Filter the listing below, keeping every line that holds "setLineDash".

EXTRACTED INFORMATION:

□ □ □ □ □

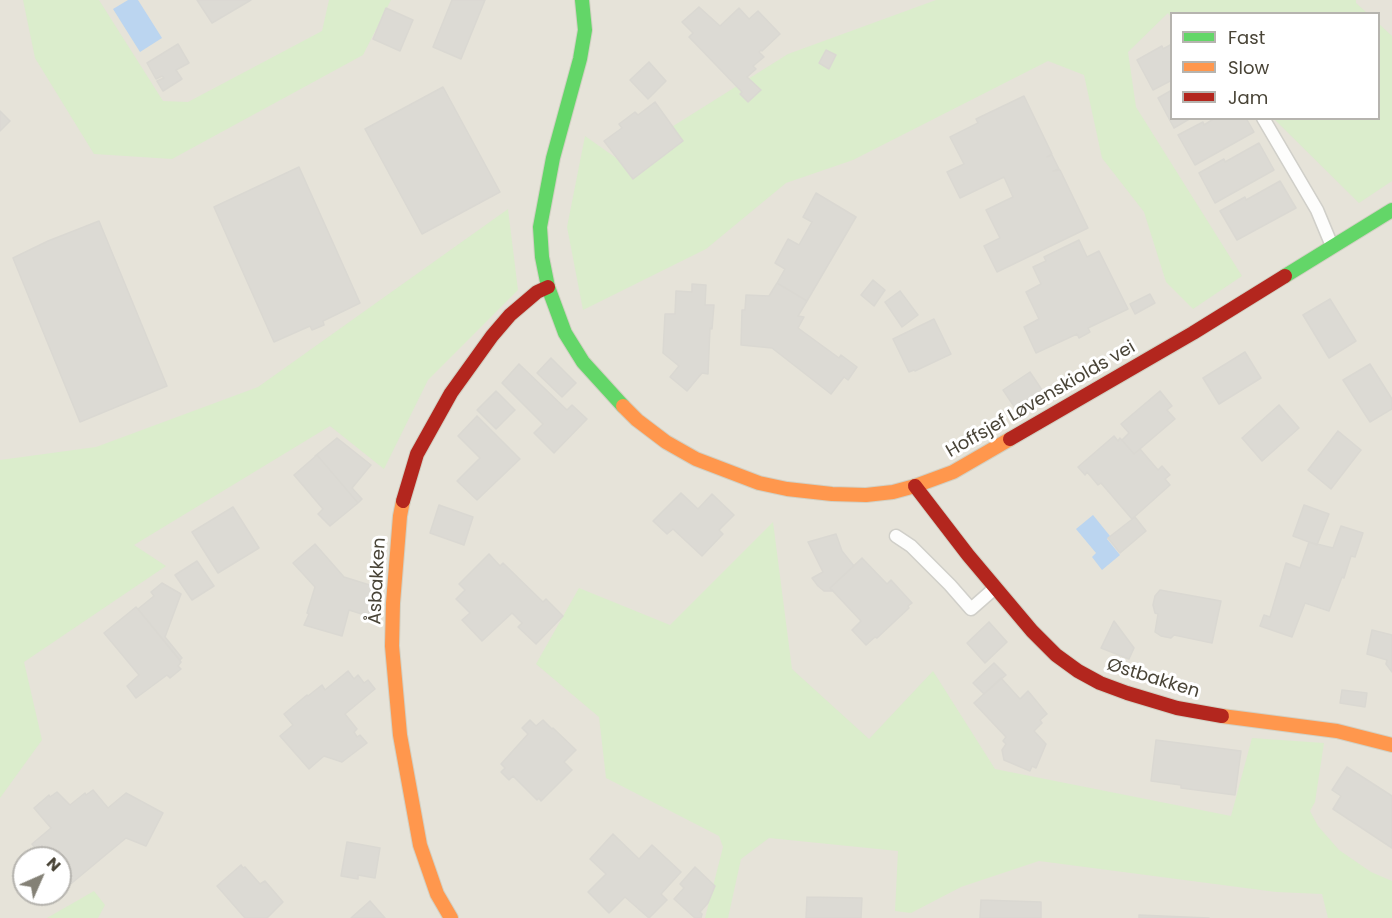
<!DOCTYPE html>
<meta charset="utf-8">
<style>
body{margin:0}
#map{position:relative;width:1392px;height:918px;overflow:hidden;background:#f2f1ec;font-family:Poppins,sans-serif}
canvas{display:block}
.legend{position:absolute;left:1170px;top:12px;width:210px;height:108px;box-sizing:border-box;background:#fff;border:2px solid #b6b4af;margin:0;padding:8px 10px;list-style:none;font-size:18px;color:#494437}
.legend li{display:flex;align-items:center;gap:12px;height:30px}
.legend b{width:30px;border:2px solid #b6b4af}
.north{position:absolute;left:12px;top:846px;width:60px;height:60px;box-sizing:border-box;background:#fff;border:2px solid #b6b4af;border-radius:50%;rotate:45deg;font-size:16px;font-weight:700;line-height:24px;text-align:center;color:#494437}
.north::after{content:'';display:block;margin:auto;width:21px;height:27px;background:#848176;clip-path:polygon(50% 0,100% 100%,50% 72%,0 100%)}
</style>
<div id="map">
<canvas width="1392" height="918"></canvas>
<ul class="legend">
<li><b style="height:8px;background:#63d668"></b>Fast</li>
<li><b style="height:8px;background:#ff974d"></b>Slow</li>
<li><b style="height:8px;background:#b3261e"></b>Jam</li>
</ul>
<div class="north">N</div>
</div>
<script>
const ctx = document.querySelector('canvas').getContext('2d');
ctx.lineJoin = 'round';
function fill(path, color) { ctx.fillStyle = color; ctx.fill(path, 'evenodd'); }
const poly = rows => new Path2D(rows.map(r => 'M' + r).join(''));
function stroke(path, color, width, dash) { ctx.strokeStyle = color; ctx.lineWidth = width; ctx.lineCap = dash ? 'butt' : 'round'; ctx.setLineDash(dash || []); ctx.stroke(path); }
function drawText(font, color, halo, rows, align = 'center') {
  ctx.font = font + ' Poppins,sans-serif'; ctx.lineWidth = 6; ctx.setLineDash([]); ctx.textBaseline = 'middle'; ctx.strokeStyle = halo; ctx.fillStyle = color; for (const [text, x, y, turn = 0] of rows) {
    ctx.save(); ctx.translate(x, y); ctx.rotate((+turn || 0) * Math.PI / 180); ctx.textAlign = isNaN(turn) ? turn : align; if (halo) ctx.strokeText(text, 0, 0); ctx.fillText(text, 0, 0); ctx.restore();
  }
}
const residential = poly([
 [0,0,1392,0,1392,918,0,918],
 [1172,14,1378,14,1378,118,1172,118],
 [24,858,60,858,60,894,24,894]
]);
const green = poly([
 [23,0,99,0,163,101,188,102,322,31,329,0,391,0,363,55,172,159,94,154,35,58],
 [936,0,1356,0,1356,3,1367,13,1172,14,1171,17,1168,13,1128,52,1136,107,1242,276,1193,309,1166,282,1144,212,1102,158,1084,75,1048,61,853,160,786,183,706,249,583,310,567,227,585,136,619,160,788,54],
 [1379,24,1392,36,1392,181,1359,203,1274,119,1378,118],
 [508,209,518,290,428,380,384,469,330,426,134,545,166,566,24,662,42,740,0,798,0,460,96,447,258,387],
 [773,522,792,669,869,739,933,671,995,769,1231,816,1252,738,1324,743,1315,802,1310,811,1318,826,1339,850,1371,872,1392,881,1392,918,1328,918,1322,894,1276,892,1039,861,961,887,911,913,895,911,898,851,769,838,741,859,728,918,705,918,723,847,719,836,606,778,599,717,536,664,579,588,670,625],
 [94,891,105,905,98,918,47,918]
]);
const water = poly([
 [128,0,138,0,162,38,140,52,113,9],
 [1093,515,1110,536,1107,539,1120,555,1102,570,1092,557,1096,553,1076,529]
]);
const building = poly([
 [197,0,251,0,212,23,197,0],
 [452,0,485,0,461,59,433,47,452,0],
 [699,7,720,26,739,8,749,19,758,11,780,34,762,51,761,50,759,52,764,57,753,66,756,69,747,77,761,90,748,102,740,94,742,92,689,37,693,33,682,22,699,7],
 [386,8,413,20,400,51,373,39,386,8],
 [178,44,189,63,176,70,182,79,163,91,157,81,164,78,162,76,156,79,147,63,178,44],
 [1172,44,1172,80,1153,90,1137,60,1162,46,1163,49,1172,44],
 [826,50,836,55,829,69,819,63,826,50],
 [649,62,666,81,648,99,630,80,649,62],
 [443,87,500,192,422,234,365,129,443,87],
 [1172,90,1172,118,1191,118,1174,128,1158,98,1172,90],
 [1024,96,1052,154,1047,157,1052,155,1059,169,1053,171,1060,170,1088,228,997,272,984,246,1000,238,986,210,1013,197,1004,177,960,198,947,172,964,164,950,137,978,123,976,119,1024,96],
 [655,102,683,141,633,179,604,141,622,128,619,124,635,112,638,115,655,102],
 [0,111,10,121,0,131,0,111],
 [1215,118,1246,118,1254,132,1195,165,1178,135,1203,122,1204,125,1215,118],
 [1259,143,1274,170,1215,203,1199,173,1224,159,1225,162,1259,143],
 [299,167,360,303,323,321,324,325,312,330,310,326,274,342,214,207,299,167],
 [1280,181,1296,208,1237,240,1220,211,1245,197,1246,200,1280,181],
 [816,193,856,217,807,301,777,283,785,269,775,263,788,239,799,245,812,222,803,217,816,193],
 [99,221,167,386,80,422,13,258,48,241,99,221],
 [1079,240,1087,257,1099,251,1128,309,1088,328,1090,332,1079,338,1077,334,1036,353,1024,327,1039,319,1026,292,1041,284,1033,267,1046,261,1044,257,1079,240],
 [873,280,885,290,874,306,861,295,873,280],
 [777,283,807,301,798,316,804,317,798,328,839,358,841,355,857,367,848,380,844,377,831,394,772,348,741,345,742,310,745,310,746,295,769,296,777,283],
 [692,284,706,285,705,305,714,305,712,329,710,328,708,374,702,373,687,391,670,377,679,366,663,353,665,314,675,314,676,291,692,292,692,284],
 [900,291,918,315,902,327,885,302,900,291],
 [1150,294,1155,303,1135,314,1130,304,1150,294],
 [1330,299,1356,341,1329,358,1303,315,1330,299],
 [934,319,951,354,915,371,914,370,909,372,893,339,934,319],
 [1245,352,1261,378,1219,404,1203,378,1245,352],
 [551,358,576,383,562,397,537,373,551,358],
 [519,364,567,410,572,405,587,419,554,453,534,433,543,424,502,383,519,364],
 [1370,364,1392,399,1392,409,1370,422,1343,380,1370,364],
 [1030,372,1042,390,1015,408,1003,390,1030,372],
 [496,391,515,410,496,429,477,410,496,391],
 [1160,391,1172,406,1167,410,1175,419,1134,454,1122,440,1129,433,1121,424,1160,391],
 [1279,405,1299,428,1262,461,1242,438,1279,405],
 [477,416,520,459,477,500,457,481,480,458,458,436,477,416],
 [1338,431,1361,450,1331,489,1308,470,1338,431],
 [1114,436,1118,441,1120,438,1134,454,1140,449,1158,470,1162,466,1170,475,1165,479,1170,485,1132,519,1101,483,1098,485,1087,472,1085,475,1078,467,1114,436],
 [337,438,371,465,352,488,362,499,358,503,317,455,315,456,337,438],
 [317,455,358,503,330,526,318,514,323,509,294,475,317,455],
 [681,493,698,509,712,494,734,515,719,530,723,534,702,556,673,529,667,534,653,521,681,493],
 [439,505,473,517,464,545,430,533,439,505],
 [1304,505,1329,514,1317,545,1293,536,1304,505],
 [233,507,259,548,218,573,192,532,233,507],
 [1135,517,1146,531,1120,553,1108,538,1135,517],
 [1341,526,1363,533,1355,557,1351,556,1344,578,1342,577,1329,611,1305,603,1292,637,1260,626,1264,615,1270,617,1286,563,1300,568,1309,542,1333,548,1341,526],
 [836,534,842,551,854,566,830,588,833,591,824,591,818,586,812,578,823,572,808,542,836,534],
 [315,544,344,577,376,587,368,616,349,610,342,636,304,625,309,614,307,613,315,587,293,563,315,544],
 [489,554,500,566,503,563,543,602,546,599,563,616,536,644,518,627,522,623,512,613,482,641,462,620,470,613,456,599,465,590,459,584,489,554],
 [862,558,887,584,891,580,912,603,908,606,909,608,877,638,875,637,866,645,852,630,861,621,830,588,862,558],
 [197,561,214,586,192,600,175,575,197,561],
 [162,583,181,594,165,637,182,658,180,660,138,609,154,596,151,592,162,583],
 [1160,590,1221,601,1212,643,1174,635,1171,638,1161,636,1155,632,1158,614,1155,613,1153,605,1155,596,1160,590],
 [136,607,181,662,178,666,181,669,170,678,167,675,136,698,127,686,139,675,104,633,136,607],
 [1114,621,1134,648,1129,659,1101,648,1114,621],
 [989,622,1007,642,985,663,967,643,989,622],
 [1372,630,1392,635,1392,672,1386,664,1387,660,1367,654,1372,630],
 [994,663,1006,675,984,694,973,683,994,663],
 [348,671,354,679,358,675,364,683,368,680,375,689,345,714,357,729,354,732,357,737,360,735,367,743,342,762,324,756,309,769,280,736,293,725,284,714,307,695,308,696,322,685,325,690,348,671],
 [1001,678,1020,699,1028,691,1047,714,1040,720,1042,723,1034,731,1046,744,1036,768,1032,766,1030,771,1004,760,1002,750,1006,744,1003,741,1006,737,974,703,1001,678],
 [1342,690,1367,693,1365,707,1340,703,1342,690],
 [530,720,536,726,543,720,552,729,553,728,576,750,564,762,572,770,541,801,539,798,537,800,513,776,509,780,501,772,505,768,501,764,528,734,522,728,530,720],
 [1156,740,1241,751,1235,795,1181,788,1181,785,1151,781,1156,740],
 [1347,767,1392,796,1392,848,1333,809,1341,796,1332,790,1347,767],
 [93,790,108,808,126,793,163,813,146,846,126,838,67,887,60,879,60,858,43,858,32,844,51,828,34,808,49,795,50,797,57,792,70,805,85,793,86,795,93,790],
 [613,834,639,859,652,845,681,872,661,894,667,900,649,918,625,897,609,913,588,892,606,874,590,859,613,834],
 [347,842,380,848,375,878,358,875,358,879,341,876,347,842],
 [241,865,243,868,245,867,260,884,265,881,283,902,267,918,245,918,217,886,241,865],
 [695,867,715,886,708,903,700,912,702,914,701,918,695,918,674,899,684,888,680,884,695,867],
 [807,897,862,898,861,918,806,918,807,897],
 [981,900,1041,902,1041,918,980,918,981,900],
 [370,901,385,918,351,918,370,901],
 [1139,915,1209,918,1139,918,1139,915]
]);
const lane = poly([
 [1263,118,1317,210,1332,246],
 [896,536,911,546,950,585,971,609,995,588]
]);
const fast = poly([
 [582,0,585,30,580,59,553,158,540,227,542,257,548,287,565,333,583,362,623,406],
 [1285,276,1392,210]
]);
const slow = poly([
 [623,406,637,420,666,442,696,459,759,483,787,489,832,494,866,495,893,492,915,486,953,472,1010,439],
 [403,501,400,516,393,603,392,646,400,735,420,845,437,894,451,918],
 [1222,716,1337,731,1392,745]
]);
const jam = poly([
 [1010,439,1193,333,1285,276],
 [915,486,968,555,1032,631,1056,655,1078,671,1100,683,1127,693,1177,708,1222,716],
 [403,501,417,454,451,393,492,336,510,315,537,292,548,287]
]);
const streetNames = [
 ["Hoffsjef Løvenskiolds vei",1041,400,-30],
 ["Åsbakken",378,581,-87],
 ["Østbakken",1153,679,17]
];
fill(residential, '#e6e3d9');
fill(green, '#dbedcc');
fill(water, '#bbd5f0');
fill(building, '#dcdad4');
stroke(building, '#dad8d2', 1.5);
stroke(lane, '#d0cfc9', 15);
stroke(fast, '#d2d0c3', 16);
stroke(slow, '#d2d0c3', 16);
stroke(jam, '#d2d0c3', 16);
stroke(lane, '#fdfdfc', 12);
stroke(fast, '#63d668', 14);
stroke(slow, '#ff974d', 14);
stroke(jam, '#b3261e', 14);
drawText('18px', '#494437', '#fff', streetNames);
</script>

□ □ □ □ □

RESPONSE TO THIS TASK:
function stroke(path, color, width, dash) { ctx.strokeStyle = color; ctx.lineWidth = width; ctx.lineCap = dash ? 'butt' : 'round'; ctx.setLineDash(dash || []); ctx.stroke(path); }
  ctx.font = font + ' Poppins,sans-serif'; ctx.lineWidth = 6; ctx.setLineDash([]); ctx.textBaseline = 'middle'; ctx.strokeStyle = halo; ctx.fillStyle = color; for (const [text, x, y, turn = 0] of rows) {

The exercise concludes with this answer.